Yesterday we celebrated the first International Day to Protect Education from Attack. In 2011, Security Council resolution 1998 called to ensure that schools are protected and expanded the listing criteria of the Annual Report on Children and Armed Conflict to include attacks on schools, and attacks and threats on education personnel. In 2014, in Resolution 2143, the Council recognised that the military use of schools is critically affecting children’s access to education but decided not to expand listing criteria, calling instead for Member States to take “concrete measures” to deter from the military use of schools. Some member states took up this challenge and launched the Safe Schools Declaration in 2015, which today boasts 105 signatories demonstrating that where there is a will, there is a way. Such progress is welcome but, unfortunately, it is not enough.
I am concerned that this violation does not decrease over the years; on the contrary, there seems to be an emerging tactic of war, particularly in the Sahel, where schools are targeted precisely because they are schools, and even more if they cater to girls. In the last two years in Mali, for example, teachers were threatened and killed; education facilities demolished, and learning material burnt leading to the closure of over 1,260 schools, even before COVID-19. Similarly, the last twelve months have seen a rise in attacks against schools and protected personnel in Burkina Faso, including the burning of schools and the kidnapping of teachers forcing 2,500 schools to shut down, depriving hundreds of thousands of children from education. In other parts of the world, such as Asia and Latin America, we are also seeing an increase in attacks to education in indigenous communities.
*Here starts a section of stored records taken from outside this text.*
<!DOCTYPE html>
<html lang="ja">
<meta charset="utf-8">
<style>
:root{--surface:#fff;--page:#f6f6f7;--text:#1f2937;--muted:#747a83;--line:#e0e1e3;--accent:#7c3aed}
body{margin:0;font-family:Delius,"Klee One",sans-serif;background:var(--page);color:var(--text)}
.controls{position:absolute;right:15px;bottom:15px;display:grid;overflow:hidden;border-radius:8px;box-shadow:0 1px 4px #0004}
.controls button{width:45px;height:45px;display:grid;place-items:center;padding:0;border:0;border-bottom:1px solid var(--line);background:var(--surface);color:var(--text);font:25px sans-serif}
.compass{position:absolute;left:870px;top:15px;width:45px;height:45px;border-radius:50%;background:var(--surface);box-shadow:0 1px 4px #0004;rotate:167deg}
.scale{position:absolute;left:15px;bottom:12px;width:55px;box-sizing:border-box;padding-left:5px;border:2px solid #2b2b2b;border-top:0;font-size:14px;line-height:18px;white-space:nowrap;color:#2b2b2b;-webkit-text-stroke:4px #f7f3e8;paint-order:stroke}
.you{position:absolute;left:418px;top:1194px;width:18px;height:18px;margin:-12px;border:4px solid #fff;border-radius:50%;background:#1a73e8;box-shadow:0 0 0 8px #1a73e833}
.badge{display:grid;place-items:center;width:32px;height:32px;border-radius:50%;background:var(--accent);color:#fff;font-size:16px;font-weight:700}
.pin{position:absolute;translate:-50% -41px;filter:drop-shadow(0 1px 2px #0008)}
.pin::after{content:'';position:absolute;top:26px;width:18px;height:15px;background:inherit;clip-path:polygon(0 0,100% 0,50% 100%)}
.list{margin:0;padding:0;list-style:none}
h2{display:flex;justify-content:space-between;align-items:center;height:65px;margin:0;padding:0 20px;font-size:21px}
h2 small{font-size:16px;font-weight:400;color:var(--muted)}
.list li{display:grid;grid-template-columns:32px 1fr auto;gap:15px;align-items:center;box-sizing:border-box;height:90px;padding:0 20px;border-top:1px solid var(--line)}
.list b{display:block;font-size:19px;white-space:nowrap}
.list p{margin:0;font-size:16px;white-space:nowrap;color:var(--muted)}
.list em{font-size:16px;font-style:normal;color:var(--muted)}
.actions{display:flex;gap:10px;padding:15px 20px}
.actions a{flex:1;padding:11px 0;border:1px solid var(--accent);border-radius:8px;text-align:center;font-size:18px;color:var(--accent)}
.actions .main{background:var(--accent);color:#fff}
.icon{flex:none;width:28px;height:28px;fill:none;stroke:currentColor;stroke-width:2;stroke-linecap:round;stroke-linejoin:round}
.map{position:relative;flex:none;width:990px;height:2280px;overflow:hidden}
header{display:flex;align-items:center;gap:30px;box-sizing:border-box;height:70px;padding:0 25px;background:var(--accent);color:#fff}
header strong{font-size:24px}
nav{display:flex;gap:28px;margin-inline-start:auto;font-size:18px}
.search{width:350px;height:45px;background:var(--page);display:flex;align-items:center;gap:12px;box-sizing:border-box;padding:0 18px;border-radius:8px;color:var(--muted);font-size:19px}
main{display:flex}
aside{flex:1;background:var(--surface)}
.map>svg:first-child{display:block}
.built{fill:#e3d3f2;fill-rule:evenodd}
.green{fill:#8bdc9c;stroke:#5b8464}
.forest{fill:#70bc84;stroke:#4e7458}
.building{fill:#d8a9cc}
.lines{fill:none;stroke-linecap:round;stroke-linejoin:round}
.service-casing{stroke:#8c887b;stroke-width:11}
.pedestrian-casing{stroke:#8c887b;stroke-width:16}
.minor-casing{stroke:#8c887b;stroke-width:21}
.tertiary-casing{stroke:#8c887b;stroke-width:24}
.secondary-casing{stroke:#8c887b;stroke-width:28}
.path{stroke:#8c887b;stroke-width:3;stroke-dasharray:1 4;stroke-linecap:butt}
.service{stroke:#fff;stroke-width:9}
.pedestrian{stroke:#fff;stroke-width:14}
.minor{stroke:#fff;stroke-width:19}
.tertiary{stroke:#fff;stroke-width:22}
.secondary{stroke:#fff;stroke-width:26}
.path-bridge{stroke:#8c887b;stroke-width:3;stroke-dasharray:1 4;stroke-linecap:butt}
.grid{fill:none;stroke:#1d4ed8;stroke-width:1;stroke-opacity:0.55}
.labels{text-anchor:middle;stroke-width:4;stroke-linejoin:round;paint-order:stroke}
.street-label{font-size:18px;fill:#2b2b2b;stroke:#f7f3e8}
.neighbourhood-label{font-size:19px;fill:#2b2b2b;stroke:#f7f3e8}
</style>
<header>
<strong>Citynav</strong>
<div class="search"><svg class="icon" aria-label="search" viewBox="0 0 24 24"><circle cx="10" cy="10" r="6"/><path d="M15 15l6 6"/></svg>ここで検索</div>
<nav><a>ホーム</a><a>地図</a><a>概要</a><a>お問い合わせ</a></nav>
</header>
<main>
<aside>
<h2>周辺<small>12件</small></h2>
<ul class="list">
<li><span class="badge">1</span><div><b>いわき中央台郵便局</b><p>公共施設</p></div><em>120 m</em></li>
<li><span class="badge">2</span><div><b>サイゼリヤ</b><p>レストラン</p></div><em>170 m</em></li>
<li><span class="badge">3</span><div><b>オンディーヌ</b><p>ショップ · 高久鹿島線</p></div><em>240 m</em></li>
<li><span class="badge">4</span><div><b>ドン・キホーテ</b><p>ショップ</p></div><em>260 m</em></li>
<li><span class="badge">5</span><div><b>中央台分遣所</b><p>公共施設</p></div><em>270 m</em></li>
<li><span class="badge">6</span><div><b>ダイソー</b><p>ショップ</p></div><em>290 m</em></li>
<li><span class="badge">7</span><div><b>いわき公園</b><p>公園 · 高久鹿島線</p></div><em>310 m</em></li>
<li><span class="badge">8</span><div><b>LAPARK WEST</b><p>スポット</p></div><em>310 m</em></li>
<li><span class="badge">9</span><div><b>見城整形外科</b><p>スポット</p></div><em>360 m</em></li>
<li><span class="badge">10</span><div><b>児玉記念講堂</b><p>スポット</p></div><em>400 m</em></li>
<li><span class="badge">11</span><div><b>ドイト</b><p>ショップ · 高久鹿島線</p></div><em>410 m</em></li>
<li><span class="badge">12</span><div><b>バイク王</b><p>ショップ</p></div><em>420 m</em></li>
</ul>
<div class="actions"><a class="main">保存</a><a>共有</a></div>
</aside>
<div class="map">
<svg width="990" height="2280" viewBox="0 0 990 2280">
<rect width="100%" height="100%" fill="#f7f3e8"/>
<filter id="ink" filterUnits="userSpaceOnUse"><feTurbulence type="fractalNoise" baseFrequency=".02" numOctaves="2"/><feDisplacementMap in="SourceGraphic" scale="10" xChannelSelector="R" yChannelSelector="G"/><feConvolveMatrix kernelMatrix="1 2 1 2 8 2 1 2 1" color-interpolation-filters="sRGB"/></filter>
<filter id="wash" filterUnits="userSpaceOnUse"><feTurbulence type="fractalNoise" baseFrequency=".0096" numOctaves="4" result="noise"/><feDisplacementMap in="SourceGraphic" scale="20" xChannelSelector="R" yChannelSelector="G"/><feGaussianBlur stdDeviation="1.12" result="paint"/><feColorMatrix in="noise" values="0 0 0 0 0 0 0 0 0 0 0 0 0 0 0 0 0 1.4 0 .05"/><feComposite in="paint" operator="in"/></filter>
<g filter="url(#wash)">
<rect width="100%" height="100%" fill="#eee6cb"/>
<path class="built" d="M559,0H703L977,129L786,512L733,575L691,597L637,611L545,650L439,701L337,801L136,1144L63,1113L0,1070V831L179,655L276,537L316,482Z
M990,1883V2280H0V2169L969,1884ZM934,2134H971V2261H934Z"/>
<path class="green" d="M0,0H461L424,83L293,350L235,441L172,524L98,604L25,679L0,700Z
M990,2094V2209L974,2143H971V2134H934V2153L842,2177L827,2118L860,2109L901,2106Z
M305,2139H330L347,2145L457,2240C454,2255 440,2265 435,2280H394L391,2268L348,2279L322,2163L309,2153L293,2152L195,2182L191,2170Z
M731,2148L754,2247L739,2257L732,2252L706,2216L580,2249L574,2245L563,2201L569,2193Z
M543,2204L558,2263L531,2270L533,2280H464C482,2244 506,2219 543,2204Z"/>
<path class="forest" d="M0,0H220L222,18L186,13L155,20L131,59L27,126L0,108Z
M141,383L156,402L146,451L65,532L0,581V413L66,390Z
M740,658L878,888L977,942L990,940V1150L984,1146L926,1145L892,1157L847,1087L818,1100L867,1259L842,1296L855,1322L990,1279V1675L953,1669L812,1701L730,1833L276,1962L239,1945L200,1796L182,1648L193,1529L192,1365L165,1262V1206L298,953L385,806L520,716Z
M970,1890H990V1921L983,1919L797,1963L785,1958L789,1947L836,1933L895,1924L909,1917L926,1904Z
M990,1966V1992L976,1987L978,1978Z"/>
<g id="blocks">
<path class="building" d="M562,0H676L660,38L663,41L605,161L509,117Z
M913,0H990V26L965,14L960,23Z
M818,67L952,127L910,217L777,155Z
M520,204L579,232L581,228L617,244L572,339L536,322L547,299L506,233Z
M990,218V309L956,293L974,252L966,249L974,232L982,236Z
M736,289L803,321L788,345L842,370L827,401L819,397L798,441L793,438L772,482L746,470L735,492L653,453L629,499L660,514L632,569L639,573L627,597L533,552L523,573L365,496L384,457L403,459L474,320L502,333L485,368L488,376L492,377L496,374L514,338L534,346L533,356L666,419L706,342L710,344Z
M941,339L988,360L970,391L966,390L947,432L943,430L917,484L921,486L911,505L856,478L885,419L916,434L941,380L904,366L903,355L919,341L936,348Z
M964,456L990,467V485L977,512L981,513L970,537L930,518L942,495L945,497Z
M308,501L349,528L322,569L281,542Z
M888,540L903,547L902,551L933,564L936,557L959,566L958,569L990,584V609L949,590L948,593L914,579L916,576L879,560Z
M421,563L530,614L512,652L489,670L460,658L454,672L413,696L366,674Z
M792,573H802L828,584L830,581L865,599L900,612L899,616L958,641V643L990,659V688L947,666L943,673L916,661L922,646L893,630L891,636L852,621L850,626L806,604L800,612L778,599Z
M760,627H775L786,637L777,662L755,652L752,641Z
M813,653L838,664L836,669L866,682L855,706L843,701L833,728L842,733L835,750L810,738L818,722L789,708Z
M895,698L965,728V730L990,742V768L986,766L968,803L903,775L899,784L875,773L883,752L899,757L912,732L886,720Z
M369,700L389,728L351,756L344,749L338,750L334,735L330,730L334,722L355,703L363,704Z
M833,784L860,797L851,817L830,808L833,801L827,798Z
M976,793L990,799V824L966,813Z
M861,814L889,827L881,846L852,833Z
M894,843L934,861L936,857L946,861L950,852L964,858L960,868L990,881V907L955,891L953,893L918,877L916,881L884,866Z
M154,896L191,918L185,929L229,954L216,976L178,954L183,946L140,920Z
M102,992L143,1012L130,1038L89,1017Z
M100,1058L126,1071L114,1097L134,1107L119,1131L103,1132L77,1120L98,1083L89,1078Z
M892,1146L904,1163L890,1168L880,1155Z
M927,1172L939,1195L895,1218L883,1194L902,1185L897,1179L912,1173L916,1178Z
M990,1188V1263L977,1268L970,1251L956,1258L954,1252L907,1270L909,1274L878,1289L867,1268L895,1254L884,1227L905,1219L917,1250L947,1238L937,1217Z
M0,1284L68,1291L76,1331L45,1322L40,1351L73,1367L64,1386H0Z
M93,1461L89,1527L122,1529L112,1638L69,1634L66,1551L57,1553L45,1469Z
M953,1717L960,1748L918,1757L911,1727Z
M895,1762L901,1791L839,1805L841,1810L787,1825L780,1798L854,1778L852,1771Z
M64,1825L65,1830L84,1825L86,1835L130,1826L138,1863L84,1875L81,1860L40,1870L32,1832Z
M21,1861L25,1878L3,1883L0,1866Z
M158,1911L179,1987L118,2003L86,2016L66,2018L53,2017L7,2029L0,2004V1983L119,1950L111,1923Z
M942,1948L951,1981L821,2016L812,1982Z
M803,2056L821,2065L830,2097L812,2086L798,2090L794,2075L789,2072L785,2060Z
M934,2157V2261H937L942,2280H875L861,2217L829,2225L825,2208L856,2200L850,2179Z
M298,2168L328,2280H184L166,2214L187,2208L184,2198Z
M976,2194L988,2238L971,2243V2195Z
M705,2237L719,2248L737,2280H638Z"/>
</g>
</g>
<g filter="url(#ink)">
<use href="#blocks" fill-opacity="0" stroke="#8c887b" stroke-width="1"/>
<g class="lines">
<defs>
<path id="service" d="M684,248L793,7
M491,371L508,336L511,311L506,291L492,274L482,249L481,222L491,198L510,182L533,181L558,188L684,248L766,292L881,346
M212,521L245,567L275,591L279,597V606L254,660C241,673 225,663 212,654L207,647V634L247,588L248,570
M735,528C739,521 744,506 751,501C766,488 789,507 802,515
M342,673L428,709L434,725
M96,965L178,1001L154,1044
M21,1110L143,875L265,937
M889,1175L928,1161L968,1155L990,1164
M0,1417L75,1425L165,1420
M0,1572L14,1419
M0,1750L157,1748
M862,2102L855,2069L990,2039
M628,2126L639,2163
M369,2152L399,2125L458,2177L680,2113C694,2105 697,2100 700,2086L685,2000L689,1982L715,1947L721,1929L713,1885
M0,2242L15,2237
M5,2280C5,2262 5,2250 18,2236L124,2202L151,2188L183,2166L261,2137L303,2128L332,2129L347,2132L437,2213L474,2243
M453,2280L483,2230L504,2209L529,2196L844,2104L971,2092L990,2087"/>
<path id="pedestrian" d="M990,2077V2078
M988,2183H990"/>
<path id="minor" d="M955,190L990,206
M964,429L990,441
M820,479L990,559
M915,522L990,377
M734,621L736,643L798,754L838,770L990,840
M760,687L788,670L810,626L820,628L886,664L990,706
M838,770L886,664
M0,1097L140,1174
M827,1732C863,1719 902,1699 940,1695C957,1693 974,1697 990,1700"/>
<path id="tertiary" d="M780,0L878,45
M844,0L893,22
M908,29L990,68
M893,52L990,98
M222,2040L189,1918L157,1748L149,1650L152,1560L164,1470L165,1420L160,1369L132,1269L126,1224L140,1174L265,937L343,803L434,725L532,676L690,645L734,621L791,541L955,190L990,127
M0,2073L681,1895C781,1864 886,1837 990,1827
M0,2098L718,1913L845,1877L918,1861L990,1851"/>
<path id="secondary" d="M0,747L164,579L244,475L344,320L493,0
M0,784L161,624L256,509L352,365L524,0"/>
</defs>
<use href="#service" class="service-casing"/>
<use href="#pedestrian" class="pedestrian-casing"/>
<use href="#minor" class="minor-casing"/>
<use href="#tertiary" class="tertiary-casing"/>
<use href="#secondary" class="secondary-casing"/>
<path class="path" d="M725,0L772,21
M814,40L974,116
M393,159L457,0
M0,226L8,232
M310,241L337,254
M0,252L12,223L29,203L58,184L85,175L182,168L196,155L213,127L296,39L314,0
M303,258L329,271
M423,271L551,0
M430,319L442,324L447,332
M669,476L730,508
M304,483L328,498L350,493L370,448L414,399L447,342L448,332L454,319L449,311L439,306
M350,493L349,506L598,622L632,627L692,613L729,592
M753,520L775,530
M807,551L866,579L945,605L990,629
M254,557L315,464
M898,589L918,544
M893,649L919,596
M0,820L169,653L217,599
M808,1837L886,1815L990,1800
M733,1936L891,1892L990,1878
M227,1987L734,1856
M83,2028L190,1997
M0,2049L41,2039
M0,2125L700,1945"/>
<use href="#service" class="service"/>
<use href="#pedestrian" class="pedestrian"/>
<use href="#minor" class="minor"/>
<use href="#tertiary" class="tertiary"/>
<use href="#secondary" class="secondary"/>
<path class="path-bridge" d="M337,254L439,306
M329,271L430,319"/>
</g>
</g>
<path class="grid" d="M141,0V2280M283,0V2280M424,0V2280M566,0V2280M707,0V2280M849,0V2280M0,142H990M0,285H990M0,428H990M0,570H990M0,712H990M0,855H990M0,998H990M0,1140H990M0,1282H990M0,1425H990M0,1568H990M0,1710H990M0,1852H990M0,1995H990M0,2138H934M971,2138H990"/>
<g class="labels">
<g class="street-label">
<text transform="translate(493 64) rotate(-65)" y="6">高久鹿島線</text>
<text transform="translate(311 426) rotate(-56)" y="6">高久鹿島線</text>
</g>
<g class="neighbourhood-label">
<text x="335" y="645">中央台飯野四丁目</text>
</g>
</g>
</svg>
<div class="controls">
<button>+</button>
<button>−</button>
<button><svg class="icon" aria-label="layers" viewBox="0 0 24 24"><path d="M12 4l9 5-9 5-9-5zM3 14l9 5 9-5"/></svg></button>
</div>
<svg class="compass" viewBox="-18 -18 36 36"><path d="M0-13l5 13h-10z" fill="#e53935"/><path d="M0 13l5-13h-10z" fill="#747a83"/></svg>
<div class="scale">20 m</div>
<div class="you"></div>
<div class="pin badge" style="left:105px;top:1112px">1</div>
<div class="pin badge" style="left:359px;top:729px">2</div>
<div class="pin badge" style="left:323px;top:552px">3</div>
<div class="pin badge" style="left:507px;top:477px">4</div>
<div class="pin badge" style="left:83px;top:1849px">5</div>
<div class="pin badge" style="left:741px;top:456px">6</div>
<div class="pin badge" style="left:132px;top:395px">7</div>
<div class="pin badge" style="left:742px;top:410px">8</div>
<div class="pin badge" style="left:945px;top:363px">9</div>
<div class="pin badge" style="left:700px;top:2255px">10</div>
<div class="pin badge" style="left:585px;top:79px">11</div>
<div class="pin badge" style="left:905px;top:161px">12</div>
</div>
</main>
While some conflict- affected states, such as The Philippines, Myanmar and the Central African Republic, have adopted legislation protecting schools from attack and criminalizing the six grave violations, they are still at the early stages of implementation and more needs to be done to speed delivery.
The present pandemic has made things worse. Closed schools and crumbling economies generate push and pull factors that favour recruitment and use, sexual exploitation and child marriage. Lockdowns have restrained and diminished children’s access to essential services. Empty schools may be an incentive for parties to conflict to loot or use schools for military purposes.
Cycles of violence against schools affect students, teachers, parents and communities alike. Parents are fearful of sending children to school, teachers leave schools due to insecurity and children are denied an education, the single most important tool they need to overcome despair and build a future. This must stop. Schools must remain safe havens where girls and boys can obtain education, without discrimination and without fear. Even at times of war and pandemic, we must do our utmost to ensure that all children -including those undergoing reintegration processes- receive quality education. Education is not a choice but a right.
Attacks against schools and their military use, is an attack on education producing negative effects on children and societies in multiple ways. I therefore urge all parties to conflict to better protect students and education personnel and to respect the civilian nature of school infrastructures and I remind governments that they have a duty to protect education, even at times of war and pandemics.
It is to be hoped that these measures and initiatives, including this open debate, will increase the momentum for action to improve the protection of schools and end attacks on education. Let us act now. Thank you.